So what's a dangerous model?
The famous equation, E=mc^2 is dangerous - it tells you about nuclear power, but it tells you about A-bombs too.
So we had Pugwash and Asilomar, to convene consensus not to work on A bombs and not to work on recombinant DNA. Another example - the regulator has just approved exploiting the RosebankUK oilfield, despite that solar and wind power are now cheaper than fossil fuel, and that COP26 made some pretty clear recommendations about not heating the planet (or losing biodiversity) any more.
What would a similar convention look like for AI? Are we tallking about not using Generative AI (LLMs, Stable Diffusion etc) to create misinformation? really? seriously? that's too late - we didn't need that tech to flood the internet and social media with effectively infinite amounts of nonsense.
So what would be actually bad? well, a non explainable AI that was used to model climate interventions and led to false confidence about (say) some Geo-Engineering project, that made things worse than doing nothing. That would be bad. Systems that could be inverted to reveal all our personal data. That would be bad. Sytems that were insecure and could be hacked to break all the critical infrastructure (power, water, transportation, etc) - that would be bad. So the list of things to fix isn't new - it is the same old things, just applied to AI like they should have been applied to all our tech (clean energy, conserving bio-diversity, building safe resilient critical infrastructures, verifiable software, just like aircraft designs etc etc)...
n.b. the trivial Excel error that led to UK decision to impose austerity, that was exactly incorrect:-Recall the Reinhart-Rogoff error:
So dangerous AI is a red herring. indeed, the danger is that we get distracted from the real problems and solutions at hand.

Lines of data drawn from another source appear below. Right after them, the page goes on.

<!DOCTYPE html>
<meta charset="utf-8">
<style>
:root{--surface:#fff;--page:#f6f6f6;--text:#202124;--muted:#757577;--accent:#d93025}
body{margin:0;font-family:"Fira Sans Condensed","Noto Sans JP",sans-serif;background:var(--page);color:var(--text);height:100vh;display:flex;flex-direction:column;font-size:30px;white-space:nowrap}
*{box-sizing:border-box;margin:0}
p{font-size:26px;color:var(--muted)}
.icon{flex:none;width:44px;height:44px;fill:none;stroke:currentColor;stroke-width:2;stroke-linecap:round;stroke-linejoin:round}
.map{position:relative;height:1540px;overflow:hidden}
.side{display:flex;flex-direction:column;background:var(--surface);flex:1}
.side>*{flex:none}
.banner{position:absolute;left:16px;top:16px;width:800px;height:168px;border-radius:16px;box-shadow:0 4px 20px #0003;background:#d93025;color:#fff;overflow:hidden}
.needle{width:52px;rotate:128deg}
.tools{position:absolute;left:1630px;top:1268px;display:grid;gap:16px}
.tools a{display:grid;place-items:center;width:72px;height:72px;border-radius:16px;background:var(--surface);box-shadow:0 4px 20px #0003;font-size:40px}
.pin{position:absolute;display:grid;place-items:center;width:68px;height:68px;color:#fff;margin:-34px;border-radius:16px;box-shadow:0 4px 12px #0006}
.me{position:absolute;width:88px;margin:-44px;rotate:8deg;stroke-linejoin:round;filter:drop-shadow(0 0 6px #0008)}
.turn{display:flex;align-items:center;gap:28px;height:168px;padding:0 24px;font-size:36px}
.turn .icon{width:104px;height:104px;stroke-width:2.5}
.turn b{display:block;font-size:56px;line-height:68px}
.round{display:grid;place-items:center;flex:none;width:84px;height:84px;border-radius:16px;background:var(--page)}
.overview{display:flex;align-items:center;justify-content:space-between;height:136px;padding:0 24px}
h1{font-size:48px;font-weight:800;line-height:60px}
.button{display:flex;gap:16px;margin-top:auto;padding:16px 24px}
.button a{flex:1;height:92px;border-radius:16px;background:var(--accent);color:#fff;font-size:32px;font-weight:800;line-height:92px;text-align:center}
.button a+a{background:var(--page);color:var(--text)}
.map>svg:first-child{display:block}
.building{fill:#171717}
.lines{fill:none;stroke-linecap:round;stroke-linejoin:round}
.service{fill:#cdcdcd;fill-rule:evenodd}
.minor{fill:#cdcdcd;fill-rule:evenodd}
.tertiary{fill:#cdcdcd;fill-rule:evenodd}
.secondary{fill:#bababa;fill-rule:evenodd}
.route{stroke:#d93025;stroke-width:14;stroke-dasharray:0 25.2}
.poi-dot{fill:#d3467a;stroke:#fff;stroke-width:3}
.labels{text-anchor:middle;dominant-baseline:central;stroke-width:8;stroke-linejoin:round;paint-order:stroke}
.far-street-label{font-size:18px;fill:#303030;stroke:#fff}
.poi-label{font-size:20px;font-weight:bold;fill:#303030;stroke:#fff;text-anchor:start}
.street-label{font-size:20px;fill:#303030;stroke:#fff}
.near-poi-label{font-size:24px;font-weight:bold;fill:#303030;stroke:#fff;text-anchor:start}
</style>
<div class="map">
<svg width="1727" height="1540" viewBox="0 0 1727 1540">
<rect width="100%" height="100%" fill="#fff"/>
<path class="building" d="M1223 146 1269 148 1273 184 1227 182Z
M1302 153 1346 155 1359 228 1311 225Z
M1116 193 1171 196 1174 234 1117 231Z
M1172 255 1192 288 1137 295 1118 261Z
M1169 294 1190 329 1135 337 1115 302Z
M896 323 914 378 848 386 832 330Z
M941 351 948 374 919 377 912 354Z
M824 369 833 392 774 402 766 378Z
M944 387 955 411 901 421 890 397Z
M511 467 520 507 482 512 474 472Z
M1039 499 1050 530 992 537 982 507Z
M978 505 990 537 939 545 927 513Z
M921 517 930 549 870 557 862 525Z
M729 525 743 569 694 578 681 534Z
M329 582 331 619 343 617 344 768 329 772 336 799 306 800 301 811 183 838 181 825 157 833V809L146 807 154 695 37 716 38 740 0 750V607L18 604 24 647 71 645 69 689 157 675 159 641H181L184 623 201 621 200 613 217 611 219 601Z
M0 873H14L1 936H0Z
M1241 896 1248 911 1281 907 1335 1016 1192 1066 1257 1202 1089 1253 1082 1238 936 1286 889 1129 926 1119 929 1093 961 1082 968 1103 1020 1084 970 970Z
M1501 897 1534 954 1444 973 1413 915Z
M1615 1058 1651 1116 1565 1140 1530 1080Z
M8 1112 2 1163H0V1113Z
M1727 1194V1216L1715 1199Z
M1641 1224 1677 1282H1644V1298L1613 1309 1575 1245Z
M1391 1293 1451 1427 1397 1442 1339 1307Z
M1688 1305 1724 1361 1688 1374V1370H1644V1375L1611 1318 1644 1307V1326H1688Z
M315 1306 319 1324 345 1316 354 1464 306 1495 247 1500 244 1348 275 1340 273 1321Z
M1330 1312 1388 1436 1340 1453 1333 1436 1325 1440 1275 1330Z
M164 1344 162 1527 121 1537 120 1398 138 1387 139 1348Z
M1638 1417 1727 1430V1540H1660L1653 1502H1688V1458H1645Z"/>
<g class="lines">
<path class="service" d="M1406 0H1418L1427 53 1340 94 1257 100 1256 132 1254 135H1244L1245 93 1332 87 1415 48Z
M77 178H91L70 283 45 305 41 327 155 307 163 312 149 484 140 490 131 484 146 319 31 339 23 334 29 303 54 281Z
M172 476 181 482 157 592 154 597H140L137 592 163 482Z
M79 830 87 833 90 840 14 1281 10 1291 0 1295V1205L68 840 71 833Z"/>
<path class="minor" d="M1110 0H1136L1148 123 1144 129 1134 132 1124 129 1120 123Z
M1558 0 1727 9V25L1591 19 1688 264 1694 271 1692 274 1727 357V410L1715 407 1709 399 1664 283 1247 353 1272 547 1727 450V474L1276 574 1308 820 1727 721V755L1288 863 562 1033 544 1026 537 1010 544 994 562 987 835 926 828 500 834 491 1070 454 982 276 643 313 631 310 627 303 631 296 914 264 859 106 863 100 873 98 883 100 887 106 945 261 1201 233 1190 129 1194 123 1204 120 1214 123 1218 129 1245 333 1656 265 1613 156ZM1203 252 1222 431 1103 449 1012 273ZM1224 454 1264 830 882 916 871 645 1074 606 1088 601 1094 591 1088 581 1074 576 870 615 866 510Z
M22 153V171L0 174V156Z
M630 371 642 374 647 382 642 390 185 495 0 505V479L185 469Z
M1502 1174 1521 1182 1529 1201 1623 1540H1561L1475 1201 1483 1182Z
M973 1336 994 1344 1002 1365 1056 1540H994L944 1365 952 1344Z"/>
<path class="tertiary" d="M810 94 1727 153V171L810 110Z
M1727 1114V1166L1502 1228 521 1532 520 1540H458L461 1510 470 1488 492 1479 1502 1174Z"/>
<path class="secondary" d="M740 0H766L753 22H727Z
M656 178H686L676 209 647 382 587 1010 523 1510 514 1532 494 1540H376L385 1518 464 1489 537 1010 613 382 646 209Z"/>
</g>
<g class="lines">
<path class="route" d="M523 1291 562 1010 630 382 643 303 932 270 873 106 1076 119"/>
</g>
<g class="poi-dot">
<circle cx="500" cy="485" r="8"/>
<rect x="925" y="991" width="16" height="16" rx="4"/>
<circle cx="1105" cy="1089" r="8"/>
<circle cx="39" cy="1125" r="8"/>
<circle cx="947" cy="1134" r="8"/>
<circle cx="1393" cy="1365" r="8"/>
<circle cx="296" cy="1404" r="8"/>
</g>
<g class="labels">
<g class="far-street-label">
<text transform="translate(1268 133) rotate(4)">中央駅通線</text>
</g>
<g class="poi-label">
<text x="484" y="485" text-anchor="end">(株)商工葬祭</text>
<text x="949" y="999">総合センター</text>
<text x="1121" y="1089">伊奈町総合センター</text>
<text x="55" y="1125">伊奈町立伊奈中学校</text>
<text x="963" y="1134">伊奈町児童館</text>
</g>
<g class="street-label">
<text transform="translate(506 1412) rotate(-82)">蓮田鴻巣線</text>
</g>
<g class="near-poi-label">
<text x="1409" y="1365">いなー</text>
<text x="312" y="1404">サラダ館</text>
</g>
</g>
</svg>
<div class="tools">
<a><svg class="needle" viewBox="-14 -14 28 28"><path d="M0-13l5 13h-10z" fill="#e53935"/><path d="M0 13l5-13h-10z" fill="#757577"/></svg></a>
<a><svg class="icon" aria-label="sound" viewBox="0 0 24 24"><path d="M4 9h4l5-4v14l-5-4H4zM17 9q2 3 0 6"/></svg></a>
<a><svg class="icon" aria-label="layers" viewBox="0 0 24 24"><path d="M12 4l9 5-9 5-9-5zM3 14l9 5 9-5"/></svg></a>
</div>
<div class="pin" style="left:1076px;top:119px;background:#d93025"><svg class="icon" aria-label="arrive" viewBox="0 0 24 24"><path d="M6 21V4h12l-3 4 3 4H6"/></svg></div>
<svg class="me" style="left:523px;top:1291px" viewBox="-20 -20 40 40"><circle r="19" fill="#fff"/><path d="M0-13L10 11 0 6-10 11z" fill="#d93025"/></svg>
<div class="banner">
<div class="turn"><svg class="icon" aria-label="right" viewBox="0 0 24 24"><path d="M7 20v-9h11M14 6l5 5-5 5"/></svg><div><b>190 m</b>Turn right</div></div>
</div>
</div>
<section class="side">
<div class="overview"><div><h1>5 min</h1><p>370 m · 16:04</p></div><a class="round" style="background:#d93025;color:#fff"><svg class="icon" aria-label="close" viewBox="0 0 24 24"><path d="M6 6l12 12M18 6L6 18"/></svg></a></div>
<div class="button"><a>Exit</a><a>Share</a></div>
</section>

Late addition:- ""There's no art / to find the mind's construction in the face."
sad Duncan, ironically, not about Macbeth...
So without embodiment, AI interacts with us through very narrow channels - when connected to decision support systems, it is either via text, images or actuators, but there is (typically) no representation of the AI itself (it's internal workings, for example) so we construct a theory of mind, about it, without any of the usual evidence that we rely on (construction in the face...) to infer intent (humour, irony, truth, lie etc)
We then often err on the side of imparting seriousness (truth, importance) to the AI, without any supporting facts. This is where the Turing test, an idea devised by a person somewhat on the spectrum by many accounts, fails to give an account of how we actually interact in society.
This means that we fall foul of outputs that are biased, or deliberate misinformation, or dangerous movements, far more easily than we might with a human agent, where our trust would have to be earned, and our model of their mental state would be acquired over some number of interactions, involving a whole body (pun intended) of meta-data.
Of course, we could fix AIs so they did this too - embody them, and have them explain their "reasoning", "motives" and "intents"... That would be fun.